Louise Allen (c. 1870–1909) was an American stage actress and dancer, known for comedic roles. She was the first wife of actor William Collier, with whom she appeared in several productions.

Allen was born around 1870 in San Francisco or New York City (Note: Sources vary on her birth place: New York, or San Francisco. Her birthplace is recorded as California in the 1870 and 1880 censuses. Her marriage certificate states San Francisco as place of birth. Once source gives her birth date as January 7, 1872, but she was counted in the 1870 census as 2 years old.) to John and Rachel Allen, both of English descent, and educated in San Francisco where her father was a musician. Her siblings included Ricca and Ray Allen, with whom she appeared as the Allen Sisters, a dancing troupe of the 1880s.
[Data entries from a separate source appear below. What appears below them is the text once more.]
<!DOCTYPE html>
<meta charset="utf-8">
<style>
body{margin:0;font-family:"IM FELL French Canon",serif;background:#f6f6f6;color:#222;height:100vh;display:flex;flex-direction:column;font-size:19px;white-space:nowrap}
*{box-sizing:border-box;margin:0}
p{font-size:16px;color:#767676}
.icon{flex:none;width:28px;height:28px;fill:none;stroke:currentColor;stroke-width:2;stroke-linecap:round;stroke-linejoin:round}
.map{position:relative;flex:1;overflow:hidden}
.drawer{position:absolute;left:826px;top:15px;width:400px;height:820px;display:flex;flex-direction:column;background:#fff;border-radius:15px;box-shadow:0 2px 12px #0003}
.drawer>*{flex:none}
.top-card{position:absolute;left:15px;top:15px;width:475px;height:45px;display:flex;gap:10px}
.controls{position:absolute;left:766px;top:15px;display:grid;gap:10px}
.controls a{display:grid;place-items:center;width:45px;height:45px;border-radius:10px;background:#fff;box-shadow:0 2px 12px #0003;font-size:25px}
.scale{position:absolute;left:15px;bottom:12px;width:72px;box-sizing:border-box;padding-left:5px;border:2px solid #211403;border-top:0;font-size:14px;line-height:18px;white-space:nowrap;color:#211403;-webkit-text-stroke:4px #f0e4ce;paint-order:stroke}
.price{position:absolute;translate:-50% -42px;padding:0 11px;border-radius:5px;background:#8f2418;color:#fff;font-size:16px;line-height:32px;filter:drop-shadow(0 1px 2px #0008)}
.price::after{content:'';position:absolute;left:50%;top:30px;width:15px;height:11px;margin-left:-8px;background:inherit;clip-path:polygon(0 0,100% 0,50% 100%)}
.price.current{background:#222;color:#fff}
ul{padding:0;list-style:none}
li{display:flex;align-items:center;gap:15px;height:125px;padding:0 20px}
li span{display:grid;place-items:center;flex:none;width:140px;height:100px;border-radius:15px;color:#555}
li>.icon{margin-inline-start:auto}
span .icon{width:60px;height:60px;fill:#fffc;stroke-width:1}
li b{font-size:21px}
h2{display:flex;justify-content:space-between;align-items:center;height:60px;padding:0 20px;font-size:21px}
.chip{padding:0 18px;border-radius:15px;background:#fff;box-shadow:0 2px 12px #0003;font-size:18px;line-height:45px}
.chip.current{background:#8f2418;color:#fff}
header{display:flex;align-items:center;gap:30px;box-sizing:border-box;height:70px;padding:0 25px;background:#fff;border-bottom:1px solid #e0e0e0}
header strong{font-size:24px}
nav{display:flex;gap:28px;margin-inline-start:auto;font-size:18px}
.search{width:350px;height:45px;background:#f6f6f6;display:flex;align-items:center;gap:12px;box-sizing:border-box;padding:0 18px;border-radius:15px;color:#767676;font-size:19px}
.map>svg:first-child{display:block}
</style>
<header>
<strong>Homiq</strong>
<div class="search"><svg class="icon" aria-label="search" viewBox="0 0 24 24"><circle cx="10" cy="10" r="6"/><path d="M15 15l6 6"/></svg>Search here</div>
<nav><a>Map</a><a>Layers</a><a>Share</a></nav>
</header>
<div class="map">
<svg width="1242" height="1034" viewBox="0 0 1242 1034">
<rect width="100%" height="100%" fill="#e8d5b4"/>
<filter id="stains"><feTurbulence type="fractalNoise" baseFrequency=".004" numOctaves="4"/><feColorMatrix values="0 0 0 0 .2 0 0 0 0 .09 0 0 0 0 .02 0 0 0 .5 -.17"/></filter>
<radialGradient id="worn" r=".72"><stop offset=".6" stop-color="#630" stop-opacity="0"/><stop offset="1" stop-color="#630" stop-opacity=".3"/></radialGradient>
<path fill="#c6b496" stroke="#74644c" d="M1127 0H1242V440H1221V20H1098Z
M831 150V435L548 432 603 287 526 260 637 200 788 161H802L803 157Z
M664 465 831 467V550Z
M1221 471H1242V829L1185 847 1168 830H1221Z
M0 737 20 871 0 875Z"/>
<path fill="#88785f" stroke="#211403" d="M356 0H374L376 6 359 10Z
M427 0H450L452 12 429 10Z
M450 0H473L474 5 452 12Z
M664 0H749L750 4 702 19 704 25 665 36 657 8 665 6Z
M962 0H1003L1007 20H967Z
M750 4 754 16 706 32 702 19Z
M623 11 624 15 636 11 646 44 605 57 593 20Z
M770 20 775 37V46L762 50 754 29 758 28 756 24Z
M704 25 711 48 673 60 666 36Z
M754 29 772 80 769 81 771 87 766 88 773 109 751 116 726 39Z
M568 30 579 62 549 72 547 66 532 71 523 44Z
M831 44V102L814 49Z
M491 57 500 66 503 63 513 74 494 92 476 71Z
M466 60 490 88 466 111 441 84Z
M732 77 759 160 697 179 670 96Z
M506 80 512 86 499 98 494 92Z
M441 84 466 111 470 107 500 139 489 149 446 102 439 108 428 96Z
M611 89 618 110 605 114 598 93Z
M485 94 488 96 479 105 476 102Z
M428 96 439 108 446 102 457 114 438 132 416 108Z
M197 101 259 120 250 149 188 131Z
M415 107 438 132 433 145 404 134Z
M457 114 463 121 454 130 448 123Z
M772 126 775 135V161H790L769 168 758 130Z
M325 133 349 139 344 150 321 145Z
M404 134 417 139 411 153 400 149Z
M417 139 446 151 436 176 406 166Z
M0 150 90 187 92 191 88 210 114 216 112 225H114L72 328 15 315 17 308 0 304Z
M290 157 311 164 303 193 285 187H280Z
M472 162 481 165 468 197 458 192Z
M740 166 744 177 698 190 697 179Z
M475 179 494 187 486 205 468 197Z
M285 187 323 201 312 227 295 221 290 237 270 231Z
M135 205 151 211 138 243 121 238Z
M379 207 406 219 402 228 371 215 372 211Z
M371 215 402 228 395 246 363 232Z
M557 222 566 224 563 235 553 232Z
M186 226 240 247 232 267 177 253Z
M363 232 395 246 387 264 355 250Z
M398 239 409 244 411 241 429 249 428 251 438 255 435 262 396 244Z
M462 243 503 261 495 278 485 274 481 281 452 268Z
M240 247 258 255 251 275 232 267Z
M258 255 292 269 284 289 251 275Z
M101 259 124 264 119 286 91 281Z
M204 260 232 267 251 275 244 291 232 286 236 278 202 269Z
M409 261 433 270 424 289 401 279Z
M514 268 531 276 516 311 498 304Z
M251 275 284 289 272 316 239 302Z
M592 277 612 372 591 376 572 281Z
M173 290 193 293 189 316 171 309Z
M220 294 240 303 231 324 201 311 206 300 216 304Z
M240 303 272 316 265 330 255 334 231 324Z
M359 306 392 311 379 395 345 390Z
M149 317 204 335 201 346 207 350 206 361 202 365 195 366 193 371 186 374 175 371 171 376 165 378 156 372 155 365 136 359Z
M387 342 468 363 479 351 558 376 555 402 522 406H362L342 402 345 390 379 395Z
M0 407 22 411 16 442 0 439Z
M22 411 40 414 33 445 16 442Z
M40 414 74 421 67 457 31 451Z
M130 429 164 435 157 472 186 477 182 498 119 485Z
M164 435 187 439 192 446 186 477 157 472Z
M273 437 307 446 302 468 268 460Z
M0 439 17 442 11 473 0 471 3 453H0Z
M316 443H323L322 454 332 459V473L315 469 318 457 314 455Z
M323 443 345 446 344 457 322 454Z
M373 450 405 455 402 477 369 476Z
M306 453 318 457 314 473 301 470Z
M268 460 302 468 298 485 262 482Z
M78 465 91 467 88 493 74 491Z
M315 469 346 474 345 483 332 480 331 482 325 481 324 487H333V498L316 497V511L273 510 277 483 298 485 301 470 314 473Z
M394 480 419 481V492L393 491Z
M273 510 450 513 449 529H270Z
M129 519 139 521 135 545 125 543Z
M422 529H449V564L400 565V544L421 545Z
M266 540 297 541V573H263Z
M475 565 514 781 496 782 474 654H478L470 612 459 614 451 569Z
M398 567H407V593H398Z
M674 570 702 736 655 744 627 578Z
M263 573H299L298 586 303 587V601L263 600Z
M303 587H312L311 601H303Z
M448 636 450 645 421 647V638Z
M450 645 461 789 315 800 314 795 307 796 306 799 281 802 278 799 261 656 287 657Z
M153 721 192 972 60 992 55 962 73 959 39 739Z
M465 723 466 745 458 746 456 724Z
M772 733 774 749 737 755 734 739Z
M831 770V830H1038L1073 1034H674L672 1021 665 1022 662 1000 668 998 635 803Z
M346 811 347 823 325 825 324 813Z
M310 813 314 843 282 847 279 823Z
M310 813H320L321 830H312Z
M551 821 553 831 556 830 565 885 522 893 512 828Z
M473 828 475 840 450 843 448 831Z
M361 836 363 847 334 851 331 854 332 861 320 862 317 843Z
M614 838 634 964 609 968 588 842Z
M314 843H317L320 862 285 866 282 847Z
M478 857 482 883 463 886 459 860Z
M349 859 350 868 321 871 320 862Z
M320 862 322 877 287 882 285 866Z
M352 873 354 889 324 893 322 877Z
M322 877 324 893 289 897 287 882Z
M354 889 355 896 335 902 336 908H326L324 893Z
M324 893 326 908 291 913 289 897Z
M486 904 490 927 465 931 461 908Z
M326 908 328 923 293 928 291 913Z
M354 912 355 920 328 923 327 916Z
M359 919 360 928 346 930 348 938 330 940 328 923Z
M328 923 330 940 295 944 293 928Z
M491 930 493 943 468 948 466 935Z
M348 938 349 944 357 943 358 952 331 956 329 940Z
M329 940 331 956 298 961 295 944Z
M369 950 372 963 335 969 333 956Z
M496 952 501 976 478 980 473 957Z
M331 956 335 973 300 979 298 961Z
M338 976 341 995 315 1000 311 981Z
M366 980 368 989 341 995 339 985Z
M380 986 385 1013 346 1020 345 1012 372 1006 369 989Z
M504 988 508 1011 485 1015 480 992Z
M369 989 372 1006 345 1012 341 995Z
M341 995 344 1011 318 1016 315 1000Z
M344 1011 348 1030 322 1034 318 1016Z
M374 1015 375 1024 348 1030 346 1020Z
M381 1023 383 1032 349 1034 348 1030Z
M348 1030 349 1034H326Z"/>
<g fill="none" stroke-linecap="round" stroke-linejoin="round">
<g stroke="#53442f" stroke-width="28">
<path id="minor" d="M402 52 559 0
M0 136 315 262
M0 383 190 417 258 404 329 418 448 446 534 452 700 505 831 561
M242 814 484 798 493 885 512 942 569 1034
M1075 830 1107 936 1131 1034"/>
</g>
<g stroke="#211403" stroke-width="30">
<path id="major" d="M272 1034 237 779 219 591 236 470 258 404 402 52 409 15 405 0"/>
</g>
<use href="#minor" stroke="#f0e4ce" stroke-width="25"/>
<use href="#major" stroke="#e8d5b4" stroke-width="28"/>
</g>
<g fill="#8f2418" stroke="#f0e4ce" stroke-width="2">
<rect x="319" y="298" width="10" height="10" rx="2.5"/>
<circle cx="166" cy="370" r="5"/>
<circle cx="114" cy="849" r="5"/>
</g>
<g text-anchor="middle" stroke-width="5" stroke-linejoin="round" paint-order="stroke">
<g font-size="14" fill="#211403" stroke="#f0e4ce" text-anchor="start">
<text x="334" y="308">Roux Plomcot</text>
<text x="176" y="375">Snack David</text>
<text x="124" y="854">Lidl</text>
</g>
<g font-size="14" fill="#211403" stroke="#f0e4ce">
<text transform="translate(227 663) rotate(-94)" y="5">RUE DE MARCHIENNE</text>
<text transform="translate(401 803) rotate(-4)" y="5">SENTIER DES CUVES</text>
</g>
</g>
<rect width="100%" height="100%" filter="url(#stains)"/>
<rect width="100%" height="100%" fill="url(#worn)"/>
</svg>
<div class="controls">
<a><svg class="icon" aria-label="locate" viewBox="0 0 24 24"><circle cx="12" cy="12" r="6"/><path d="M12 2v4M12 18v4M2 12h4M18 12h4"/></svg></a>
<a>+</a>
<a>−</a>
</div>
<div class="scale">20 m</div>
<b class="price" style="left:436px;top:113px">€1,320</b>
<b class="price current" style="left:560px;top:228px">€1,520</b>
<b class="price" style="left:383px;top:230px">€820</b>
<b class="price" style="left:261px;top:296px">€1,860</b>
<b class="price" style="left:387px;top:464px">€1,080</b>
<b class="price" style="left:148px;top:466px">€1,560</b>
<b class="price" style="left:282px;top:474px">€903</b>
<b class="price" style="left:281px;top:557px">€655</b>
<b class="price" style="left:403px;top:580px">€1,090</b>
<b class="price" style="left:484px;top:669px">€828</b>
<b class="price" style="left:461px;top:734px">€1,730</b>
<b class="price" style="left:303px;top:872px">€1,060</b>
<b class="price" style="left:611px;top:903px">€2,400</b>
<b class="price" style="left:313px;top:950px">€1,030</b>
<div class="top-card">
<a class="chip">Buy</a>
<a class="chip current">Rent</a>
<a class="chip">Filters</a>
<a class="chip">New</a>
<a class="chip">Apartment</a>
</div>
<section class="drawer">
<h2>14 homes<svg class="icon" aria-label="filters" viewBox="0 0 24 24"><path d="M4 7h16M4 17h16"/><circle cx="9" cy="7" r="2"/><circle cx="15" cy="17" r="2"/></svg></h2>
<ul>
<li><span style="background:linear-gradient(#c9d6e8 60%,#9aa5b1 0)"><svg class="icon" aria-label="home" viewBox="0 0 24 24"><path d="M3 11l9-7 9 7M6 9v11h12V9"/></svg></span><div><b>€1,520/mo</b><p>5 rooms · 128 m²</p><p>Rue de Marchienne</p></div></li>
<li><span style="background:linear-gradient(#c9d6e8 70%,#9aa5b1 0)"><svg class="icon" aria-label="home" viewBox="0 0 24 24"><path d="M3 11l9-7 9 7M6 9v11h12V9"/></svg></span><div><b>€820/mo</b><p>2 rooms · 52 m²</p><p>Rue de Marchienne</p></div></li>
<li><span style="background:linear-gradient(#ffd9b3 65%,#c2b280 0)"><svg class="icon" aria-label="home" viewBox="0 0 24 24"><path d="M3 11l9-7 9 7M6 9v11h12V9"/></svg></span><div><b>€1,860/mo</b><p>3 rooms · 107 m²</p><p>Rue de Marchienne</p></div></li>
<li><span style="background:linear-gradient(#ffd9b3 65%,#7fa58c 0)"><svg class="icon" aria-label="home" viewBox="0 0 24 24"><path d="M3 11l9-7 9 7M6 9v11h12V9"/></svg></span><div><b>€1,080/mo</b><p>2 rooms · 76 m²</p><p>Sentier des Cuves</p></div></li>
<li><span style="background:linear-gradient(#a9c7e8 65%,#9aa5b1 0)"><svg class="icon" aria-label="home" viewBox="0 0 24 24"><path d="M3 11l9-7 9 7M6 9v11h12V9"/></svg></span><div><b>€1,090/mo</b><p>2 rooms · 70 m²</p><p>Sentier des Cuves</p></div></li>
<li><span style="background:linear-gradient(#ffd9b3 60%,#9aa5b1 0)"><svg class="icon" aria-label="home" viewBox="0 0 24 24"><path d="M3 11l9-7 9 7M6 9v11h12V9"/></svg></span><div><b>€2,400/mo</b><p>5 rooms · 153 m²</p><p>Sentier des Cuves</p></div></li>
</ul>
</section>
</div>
Her earliest appearance on the stage was at Niblo's Garden in June 1885, as Bessie in Around the World in Eighty Days. Three years later, she was seen at the Academy of Music in Mazulum, and returning to Niblo's Garden she later played Pepita in Mathias Sandorf. In 1889 she appeared at the Windsor Theatre in The Spider and the Fly. Her first substantial New York success was in 1890, as Ellen in Doctor Bill.

She married William Collier in 1892, and appeared with him in plays over the next several years, their last co-appearance being The Dictator in 1905. She then toured with Lew Fields and went into vaudeville. She died of heart disease at her New York City home on November 8, 1909. Her niece, also named Louise Allen, became a Broadway actress in the 1920s.